• [WORK ORDER] Write out exactly the lines below that run from the one containing "for (let i = 2;" through the one containing "context.save();", both included, with no other lines.

• [SUPPLIED RECORDS]
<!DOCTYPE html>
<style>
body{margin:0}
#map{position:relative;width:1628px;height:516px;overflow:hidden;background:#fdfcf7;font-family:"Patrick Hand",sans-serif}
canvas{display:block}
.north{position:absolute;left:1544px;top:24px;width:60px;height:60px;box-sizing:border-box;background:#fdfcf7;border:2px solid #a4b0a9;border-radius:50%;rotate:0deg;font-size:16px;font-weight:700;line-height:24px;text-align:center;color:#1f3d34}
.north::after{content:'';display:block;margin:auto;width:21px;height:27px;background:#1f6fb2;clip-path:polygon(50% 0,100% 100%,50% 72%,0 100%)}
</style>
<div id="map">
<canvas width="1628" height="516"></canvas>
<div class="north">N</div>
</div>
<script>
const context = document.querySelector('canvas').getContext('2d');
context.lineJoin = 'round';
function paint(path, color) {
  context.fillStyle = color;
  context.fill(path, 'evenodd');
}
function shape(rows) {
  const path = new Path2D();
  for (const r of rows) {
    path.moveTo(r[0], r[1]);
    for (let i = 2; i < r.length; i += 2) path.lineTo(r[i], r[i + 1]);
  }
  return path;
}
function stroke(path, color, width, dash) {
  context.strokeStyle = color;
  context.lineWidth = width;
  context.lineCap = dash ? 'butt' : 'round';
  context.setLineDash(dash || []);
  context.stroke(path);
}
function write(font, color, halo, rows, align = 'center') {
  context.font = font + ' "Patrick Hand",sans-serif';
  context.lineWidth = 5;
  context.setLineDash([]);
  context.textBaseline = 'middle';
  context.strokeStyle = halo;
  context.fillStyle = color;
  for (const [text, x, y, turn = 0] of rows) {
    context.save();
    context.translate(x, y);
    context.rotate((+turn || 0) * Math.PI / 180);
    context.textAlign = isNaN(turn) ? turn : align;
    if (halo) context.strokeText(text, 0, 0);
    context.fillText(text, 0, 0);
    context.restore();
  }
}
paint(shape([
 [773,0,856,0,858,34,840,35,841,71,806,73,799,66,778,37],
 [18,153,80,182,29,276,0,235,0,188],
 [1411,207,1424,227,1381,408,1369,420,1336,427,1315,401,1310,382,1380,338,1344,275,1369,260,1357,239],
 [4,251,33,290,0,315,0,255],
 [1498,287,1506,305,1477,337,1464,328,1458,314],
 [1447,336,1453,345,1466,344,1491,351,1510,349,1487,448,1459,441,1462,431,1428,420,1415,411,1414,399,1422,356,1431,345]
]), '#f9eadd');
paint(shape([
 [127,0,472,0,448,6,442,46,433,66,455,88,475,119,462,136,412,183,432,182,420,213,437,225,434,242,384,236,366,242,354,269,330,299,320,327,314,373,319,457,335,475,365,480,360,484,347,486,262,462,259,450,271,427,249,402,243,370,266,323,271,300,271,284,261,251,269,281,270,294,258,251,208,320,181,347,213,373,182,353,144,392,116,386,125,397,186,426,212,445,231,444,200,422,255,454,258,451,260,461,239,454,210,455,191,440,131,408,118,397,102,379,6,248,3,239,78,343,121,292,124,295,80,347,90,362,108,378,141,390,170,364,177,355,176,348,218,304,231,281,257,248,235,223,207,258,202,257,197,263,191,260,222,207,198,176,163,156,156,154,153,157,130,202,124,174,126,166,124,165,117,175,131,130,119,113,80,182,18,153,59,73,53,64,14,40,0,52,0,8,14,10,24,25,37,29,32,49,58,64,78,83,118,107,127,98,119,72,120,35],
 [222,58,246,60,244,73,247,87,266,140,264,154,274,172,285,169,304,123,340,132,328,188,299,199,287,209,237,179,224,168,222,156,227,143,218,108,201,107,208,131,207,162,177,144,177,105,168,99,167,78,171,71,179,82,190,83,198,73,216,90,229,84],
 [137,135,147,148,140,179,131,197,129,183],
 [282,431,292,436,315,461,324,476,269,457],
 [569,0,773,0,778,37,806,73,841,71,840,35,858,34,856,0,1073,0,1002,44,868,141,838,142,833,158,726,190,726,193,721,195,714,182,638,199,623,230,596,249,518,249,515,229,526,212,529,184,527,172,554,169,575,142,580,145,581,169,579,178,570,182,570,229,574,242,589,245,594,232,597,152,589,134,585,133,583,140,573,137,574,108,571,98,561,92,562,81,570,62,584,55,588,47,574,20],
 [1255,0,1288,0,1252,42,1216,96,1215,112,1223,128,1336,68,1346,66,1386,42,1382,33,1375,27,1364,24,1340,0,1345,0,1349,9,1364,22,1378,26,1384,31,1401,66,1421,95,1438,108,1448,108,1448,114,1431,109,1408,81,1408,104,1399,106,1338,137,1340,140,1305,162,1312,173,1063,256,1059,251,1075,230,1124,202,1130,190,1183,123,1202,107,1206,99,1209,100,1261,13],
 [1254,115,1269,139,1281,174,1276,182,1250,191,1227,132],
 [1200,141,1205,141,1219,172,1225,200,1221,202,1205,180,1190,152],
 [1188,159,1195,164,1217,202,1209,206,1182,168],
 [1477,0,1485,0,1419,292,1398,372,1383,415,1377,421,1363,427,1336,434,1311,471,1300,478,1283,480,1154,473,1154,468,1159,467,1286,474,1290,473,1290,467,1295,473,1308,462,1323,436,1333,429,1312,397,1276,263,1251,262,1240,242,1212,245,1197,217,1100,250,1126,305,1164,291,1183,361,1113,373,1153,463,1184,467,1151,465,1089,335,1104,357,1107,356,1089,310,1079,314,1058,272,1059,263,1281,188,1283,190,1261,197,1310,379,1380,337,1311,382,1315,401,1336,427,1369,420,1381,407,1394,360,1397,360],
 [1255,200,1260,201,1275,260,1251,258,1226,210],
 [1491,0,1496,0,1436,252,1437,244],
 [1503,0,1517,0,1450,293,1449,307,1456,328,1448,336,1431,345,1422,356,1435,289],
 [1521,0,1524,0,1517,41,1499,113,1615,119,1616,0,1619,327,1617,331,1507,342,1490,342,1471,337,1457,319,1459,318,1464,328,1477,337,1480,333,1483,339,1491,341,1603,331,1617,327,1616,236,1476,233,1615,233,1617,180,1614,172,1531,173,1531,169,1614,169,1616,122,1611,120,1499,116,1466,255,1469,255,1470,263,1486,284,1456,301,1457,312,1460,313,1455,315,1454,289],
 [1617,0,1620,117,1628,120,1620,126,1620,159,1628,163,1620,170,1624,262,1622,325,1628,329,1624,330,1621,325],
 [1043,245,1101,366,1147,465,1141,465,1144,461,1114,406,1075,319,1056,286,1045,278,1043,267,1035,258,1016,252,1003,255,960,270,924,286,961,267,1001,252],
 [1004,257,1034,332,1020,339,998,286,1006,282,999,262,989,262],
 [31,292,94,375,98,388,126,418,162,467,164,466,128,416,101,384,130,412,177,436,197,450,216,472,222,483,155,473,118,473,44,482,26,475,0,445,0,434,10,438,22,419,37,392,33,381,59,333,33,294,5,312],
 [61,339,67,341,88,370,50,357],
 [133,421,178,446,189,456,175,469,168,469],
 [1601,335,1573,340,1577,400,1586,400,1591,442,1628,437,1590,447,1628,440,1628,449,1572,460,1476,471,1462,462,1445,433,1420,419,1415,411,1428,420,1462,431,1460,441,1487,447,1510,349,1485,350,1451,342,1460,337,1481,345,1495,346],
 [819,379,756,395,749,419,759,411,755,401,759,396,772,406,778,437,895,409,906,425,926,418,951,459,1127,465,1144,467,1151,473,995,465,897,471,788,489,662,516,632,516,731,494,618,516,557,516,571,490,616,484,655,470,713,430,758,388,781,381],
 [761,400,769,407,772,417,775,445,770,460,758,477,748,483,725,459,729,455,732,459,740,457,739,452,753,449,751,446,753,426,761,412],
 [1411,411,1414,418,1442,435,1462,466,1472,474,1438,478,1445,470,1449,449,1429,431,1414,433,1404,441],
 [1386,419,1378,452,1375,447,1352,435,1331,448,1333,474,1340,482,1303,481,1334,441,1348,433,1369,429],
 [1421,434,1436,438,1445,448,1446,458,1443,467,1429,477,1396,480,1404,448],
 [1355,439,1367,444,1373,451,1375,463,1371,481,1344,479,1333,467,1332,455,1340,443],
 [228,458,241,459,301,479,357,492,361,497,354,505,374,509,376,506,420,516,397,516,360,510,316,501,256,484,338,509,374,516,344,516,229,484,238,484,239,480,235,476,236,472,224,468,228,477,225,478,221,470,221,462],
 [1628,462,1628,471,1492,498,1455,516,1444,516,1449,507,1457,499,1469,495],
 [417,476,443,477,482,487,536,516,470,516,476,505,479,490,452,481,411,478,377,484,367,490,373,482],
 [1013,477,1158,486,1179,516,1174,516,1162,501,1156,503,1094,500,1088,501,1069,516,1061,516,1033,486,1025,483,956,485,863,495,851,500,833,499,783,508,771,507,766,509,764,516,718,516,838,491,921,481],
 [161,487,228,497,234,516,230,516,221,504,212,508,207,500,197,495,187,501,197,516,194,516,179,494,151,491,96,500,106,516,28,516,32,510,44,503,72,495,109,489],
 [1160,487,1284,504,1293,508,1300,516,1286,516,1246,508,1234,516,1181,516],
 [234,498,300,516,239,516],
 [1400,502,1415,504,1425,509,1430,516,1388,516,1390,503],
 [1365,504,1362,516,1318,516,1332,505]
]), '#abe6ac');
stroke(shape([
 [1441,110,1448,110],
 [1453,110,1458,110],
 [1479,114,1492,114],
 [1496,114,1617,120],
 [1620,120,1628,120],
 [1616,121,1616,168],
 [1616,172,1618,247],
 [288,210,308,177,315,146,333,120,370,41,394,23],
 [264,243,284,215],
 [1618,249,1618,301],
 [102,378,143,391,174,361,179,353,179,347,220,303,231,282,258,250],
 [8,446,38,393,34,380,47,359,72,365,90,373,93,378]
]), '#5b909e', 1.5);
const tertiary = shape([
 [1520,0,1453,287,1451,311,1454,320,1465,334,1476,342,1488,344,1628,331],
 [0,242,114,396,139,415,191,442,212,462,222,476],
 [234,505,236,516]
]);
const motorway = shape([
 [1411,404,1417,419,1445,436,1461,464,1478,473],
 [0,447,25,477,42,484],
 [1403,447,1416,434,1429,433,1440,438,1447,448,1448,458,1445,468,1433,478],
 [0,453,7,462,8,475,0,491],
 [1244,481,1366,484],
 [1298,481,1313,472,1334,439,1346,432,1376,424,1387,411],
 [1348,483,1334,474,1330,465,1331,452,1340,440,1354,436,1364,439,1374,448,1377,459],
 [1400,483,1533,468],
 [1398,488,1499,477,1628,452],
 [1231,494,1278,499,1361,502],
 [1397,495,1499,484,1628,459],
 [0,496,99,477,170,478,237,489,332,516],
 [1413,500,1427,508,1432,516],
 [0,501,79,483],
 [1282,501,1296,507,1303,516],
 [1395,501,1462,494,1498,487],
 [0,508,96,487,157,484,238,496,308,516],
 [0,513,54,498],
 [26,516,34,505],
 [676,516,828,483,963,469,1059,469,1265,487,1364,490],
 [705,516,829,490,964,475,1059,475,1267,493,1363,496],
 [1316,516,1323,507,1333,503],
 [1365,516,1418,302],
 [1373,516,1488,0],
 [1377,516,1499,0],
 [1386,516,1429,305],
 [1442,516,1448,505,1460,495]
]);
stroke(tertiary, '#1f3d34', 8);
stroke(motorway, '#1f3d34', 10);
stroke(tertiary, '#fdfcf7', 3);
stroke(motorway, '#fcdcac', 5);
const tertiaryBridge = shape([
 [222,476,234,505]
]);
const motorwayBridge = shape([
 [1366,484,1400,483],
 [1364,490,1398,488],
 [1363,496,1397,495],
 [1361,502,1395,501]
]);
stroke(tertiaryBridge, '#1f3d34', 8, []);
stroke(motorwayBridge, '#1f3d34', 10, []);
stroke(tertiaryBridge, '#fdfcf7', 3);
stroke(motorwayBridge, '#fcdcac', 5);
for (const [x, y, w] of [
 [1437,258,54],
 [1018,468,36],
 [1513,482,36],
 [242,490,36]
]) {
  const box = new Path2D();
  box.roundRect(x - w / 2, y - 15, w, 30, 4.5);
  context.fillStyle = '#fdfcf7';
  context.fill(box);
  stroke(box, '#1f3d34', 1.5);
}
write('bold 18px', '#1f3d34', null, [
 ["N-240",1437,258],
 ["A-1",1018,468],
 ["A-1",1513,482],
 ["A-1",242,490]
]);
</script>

• [RESPONSE]
    for (let i = 2; i < r.length; i += 2) path.lineTo(r[i], r[i + 1]);
  }
  return path;
}
function stroke(path, color, width, dash) {
  context.strokeStyle = color;
  context.lineWidth = width;
  context.lineCap = dash ? 'butt' : 'round';
  context.setLineDash(dash || []);
  context.stroke(path);
}
function write(font, color, halo, rows, align = 'center') {
  context.font = font + ' "Patrick Hand",sans-serif';
  context.lineWidth = 5;
  context.setLineDash([]);
  context.textBaseline = 'middle';
  context.strokeStyle = halo;
  context.fillStyle = color;
  for (const [text, x, y, turn = 0] of rows) {
    context.save();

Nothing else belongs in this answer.